Personal information
- Born: December 15, 1991 (age 34) Jamaica

Sport
- Country: Bahrain
- Sport: Athletics
- Event: 100 metres

Medal record
Representing Jamaica
CAC Championships
| Gold medal – first place | 2013 Morelia | 100 m |
| Silver medal – second place | 2013 Morelia | 4×100 m relay |
Representing Bahrain
Islamic Solidarity Games
| Gold medal – first place | 2017 Baku | 4×100 m relay |
| Silver medal – second place | 2017 Baku | 100 m |
Arab Championships
| Silver medal – second place | 2019 Cairo | 100m |
| Silver medal – second place | 2019 Cairo | 4×100 m relay |

= Andrew Fisher (sprinter) =

Bahraini sprinter (born 1991)

Andrew Fisher (born 15 December 1991) is a Bahraini sprinter, who represented Jamaica until 2015.

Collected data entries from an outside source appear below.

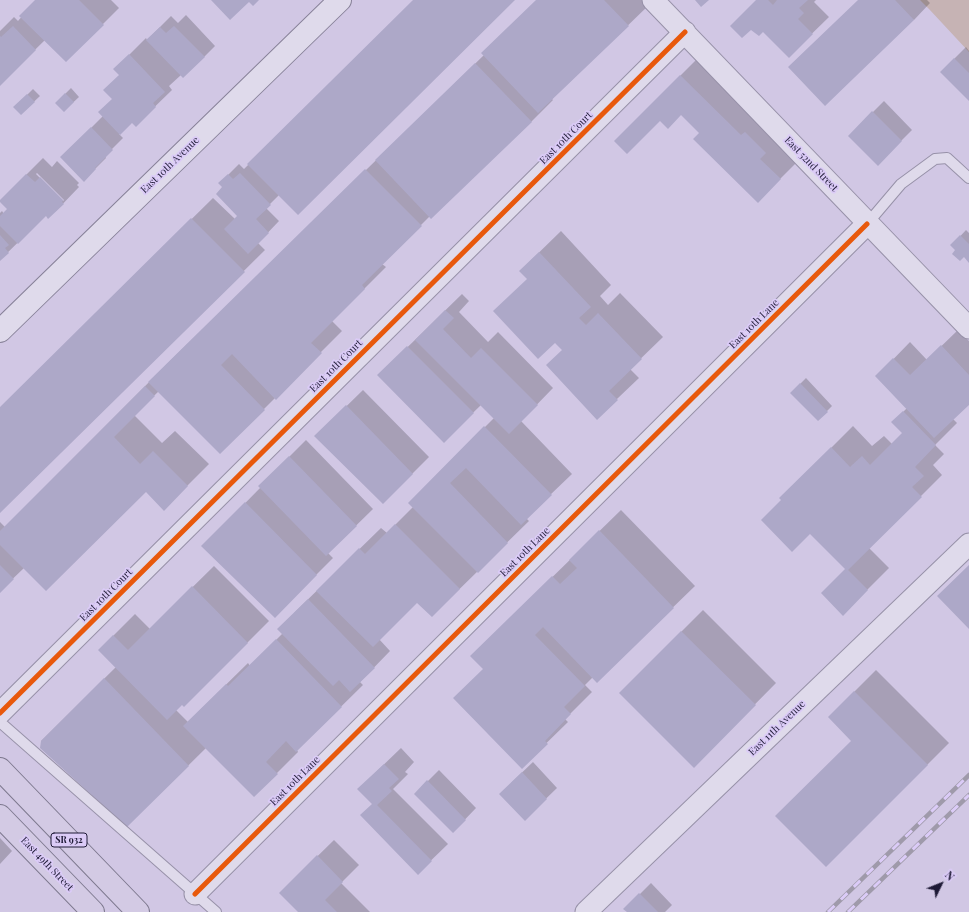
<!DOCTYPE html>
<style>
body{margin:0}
#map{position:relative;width:969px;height:912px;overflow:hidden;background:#d1c7e4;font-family:"Playfair Display",serif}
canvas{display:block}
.north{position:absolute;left:921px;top:864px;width:40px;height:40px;-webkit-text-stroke:3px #dbcbf7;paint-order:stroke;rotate:47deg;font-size:11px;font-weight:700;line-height:16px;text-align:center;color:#1e1a36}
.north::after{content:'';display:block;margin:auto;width:14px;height:18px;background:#1e1a36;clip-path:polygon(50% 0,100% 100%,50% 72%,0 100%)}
</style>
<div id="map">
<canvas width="969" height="912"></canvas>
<div class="north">N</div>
</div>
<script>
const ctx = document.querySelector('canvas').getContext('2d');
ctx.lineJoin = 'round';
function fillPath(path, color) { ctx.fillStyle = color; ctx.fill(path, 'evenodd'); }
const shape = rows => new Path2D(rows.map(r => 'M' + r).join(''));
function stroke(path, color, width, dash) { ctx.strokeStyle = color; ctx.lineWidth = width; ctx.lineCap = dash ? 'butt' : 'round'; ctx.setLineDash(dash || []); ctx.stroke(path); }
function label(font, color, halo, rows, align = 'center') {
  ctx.font = font + ' "Playfair Display",serif'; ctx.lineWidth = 3.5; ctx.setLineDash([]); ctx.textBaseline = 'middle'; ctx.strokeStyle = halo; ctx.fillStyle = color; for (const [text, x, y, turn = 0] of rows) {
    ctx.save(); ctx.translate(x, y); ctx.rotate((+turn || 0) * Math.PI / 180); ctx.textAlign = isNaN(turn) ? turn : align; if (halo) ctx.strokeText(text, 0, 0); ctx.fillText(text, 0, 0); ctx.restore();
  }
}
fillPath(shape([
 [920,0,969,0,969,52,929,9]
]), '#c6b3b4');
fillPath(shape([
 [36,0,111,0,119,8,103,24,45,40,0,84,0,31,14,17,18,21],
 [414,0,514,0,279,195,266,208,279,221,258,243,265,250,0,512,0,408,213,198,235,219,239,216,224,187,220,183,239,164,244,169,249,164],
 [537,0,646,0,650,4,552,99,553,100,532,121,432,217,430,216,382,264,386,267,332,321,342,331,220,453,159,391,134,415,162,443,175,431,209,464,164,509,146,491,24,568,0,591,0,522,5,527,171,360,484,55],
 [758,0,816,0,814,2,829,17,789,56],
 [859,0,927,0,930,3,914,20],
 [186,15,215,46,204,57,181,75,169,86,172,90,136,125,132,121,119,134,123,138,105,156,106,158,84,180,62,157,103,116,113,98,120,74,115,69,146,38,147,40,171,16,178,23],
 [966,47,969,51,969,99,941,72],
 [697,59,797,162,758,201,700,133,681,114,660,119,615,141],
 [71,88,79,97,64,111,56,103],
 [33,89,40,96,21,114,15,107],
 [884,101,912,130,878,164,849,136],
 [43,158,52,167,57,161,79,183,77,185,79,187,56,211,46,215,0,260,0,213,2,211,4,214,8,209,0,201],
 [37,173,64,200,63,201,36,174],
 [966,230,969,233,969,261,952,245],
 [561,231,611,285,600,296,608,305,620,293,663,337,630,369,639,378,597,418,528,279,520,271],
 [462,294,469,301,459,312,488,342,498,332,553,388,521,421,572,474,526,518,529,521,432,616,417,601,379,639,390,651,360,682,363,685,297,750,298,752,254,796,206,748,127,826,41,741,116,667,99,650,135,614,150,629,214,566,269,621,184,706,182,704,176,710,188,722,248,663,250,666,283,633,295,612,381,528,387,533,413,507,409,503,494,418,481,405,444,441,379,375],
 [958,330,969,341,969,404,953,419,957,423,935,445,944,454,933,465,942,475,869,548,889,568,843,614,846,569,781,498,853,426,872,446,884,436,892,444,904,433,893,422,907,408,877,376,910,342,927,360],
 [806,378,832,406,818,420,791,393],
 [363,390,429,457,383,503,316,436],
 [306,440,373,509,328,553,333,558,275,616,203,546,261,487,260,486],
 [621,510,695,586,597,681,593,677,585,685,592,692,565,719,568,722,522,767,484,669,493,635],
 [703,610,776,683,694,766,620,693],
 [876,670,949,743,826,866,852,741,829,717],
 [401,748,414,762,405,772,408,774,393,789,448,844,418,873,373,804,375,773],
 [533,762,557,788,525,819,511,783],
 [439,770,476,808,453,832,415,794],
 [0,838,12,851,0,864],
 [334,840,359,865,341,883,370,912,299,912,280,893],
 [651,883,672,905,665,912,628,912,625,909]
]), '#0003');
fillPath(shape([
 [35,0,79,0,104,25,66,62,19,16],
 [211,0,259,0,253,6,249,2,230,20],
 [413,0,515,0,298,215,247,164],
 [536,0,604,0,629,26,538,113,481,53],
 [695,0,709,0,701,7],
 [756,0,768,0,773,5,777,0,808,0,799,8,804,13,798,19,813,34,789,58,763,32,759,36,751,30,742,38,730,26],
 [858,0,895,0,914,20,825,106,788,67],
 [13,26,36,50,0,86,0,36,1,37],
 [174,26,205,57,183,78,146,40,160,27,166,33],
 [129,54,165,92,153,103,156,107,136,127,132,123,120,135,98,112,112,99,103,90,119,75,113,69],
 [954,58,969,73,969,101,940,72],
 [475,63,532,122,431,219,375,160],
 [680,75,741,135,745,132,766,153,760,159,781,179,758,203,693,139,699,133,681,115,668,129,660,121,627,154,614,141],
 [65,93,74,102,64,112,55,103],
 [27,94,35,102,21,115,13,107],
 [872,111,902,141,878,166,848,136],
 [91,127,113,150,95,168,96,169,84,182,60,157],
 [365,169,422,226,362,285,365,289,311,343,322,353,276,400,232,354,221,365,265,410,220,454,148,382],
 [240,173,271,205,256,219,269,233,248,254,224,229,237,216,216,194,222,187,218,183,228,174,233,179],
 [26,174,35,182,40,177,63,200,62,202,64,204,48,219,46,216,18,244,0,226,0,216,7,209,0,202,0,200],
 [191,218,245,272,0,513,0,407],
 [0,235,9,245,5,248,9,253,0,261],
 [960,235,969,244,969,263,964,257,960,261,952,254,955,250,950,245],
 [539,252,591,307,579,318,586,325,598,313,642,359,609,391,618,400,597,420,546,365,562,350,555,343,538,359,493,311,527,279,519,271],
 [445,310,454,318,443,329,471,358,481,348,538,405,509,434,415,340],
 [941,345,969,375,969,405,934,438,875,376,893,358,910,375],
 [407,346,474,413,444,443,377,375],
 [800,383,828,412,818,421,790,393],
 [145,386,155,396,114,437,140,464,153,451,188,486,164,511,146,492,46,591,0,545,0,531],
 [346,405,413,474,383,504,314,436],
 [903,411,936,445,915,467,924,476,912,487,922,497,848,570,868,590,843,616,821,593,845,569,810,534,792,552,761,520,781,500,779,498,831,447,850,467,862,456,870,465,902,433,891,422],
 [484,426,552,495,521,525,466,468,450,483,508,543,478,573,408,503],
 [289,456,357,526,326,556,258,486],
 [245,502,317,575,275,618,201,546],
 [395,524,460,589,432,617,417,603,373,647,316,591,359,548,365,554],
 [599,530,674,608,597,683,543,627,535,635,585,686,564,707,571,714,545,741,548,744,522,769,453,698,483,669,470,656,552,576,560,584,577,568,569,560],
 [0,565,14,579,0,593],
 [969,565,969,629,937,596],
 [192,586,248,643,184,707,182,705,167,720,98,650,113,635,128,650],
 [308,599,375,668,350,692,339,680,333,686,277,629],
 [681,631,756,705,694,768,619,693],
 [276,639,342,707,296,752,286,741,266,762,278,774,254,797,183,726,226,684,228,686],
 [104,678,189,766,127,827,40,748,41,741],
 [854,691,928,765,826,867,775,816,851,741,828,717],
 [384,764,399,779,389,788,392,791,377,805,432,861,418,875,360,815,372,804,357,789],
 [522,772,547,799,525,821,499,794],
 [427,780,466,820,453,833,414,794],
 [317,855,343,882,325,900,337,912,298,912,279,893],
 [639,893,658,912,627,912,623,909]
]), '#ada8c8');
const lane = shape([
 [867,224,901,184,935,159,947,158,969,178],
 [0,722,216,912]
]);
const street = shape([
 [653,0,969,328],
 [0,713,685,32],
 [195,894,867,224],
 [586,912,969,544]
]);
const secondary = shape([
 [0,331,340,0]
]);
const primary = shape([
 [0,769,138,912],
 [0,816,93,912]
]);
stroke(lane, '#9791a8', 12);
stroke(street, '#9791a8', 23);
stroke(secondary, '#878198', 24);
stroke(primary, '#7d788e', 24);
stroke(lane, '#dfdaeb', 10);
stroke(street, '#dfdaeb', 21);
stroke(secondary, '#dfdaeb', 22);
stroke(primary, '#d3cae4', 22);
const rail = shape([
 [828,912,969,775],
 [848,912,969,795]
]);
stroke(rail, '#9f9aaa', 4.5);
stroke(rail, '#dbcbf7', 3, [9]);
stroke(shape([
 [0,713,685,32],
 [195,894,867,224]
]), '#e8590c', 5);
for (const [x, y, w] of [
 [69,840,36]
]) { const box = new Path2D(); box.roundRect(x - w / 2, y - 7, w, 14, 3); ctx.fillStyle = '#dbcbf7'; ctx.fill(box); stroke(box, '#1e1a36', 1); }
label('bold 9px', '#1e1a36', null, [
 ["SR 932",69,840]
]);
label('10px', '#1e1a36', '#dbcbf7', [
 ["East 10th Court",566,138,-45],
 ["East 52nd Street",811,164,46],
 ["East 10th Avenue",170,165,-44],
 ["East 10th Lane",754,324,-45],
 ["East 10th Court",336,366,-45],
 ["East 10th Lane",525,552,-45],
 ["East 10th Court",106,595,-45],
 ["East 11th Avenue",777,728,-44],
 ["East 10th Lane",295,781,-45],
 ["East 49th Street",47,864,46]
]);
</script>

At the 2013 Central American and Caribbean Championships he won a gold medal in the 100 metres, with a personal best of 10.07 s in the heats. On July 11, 2015, during the meeting of Madrid, he ran his new best of 9.94. Representing Bahrain, he ran 10.07 in Kingston on May 7, 2016.

He competed at the 2016 Summer Olympics, but was disqualified from the 100 meter sprint during Heat 2 of the Semifinals due to a false start.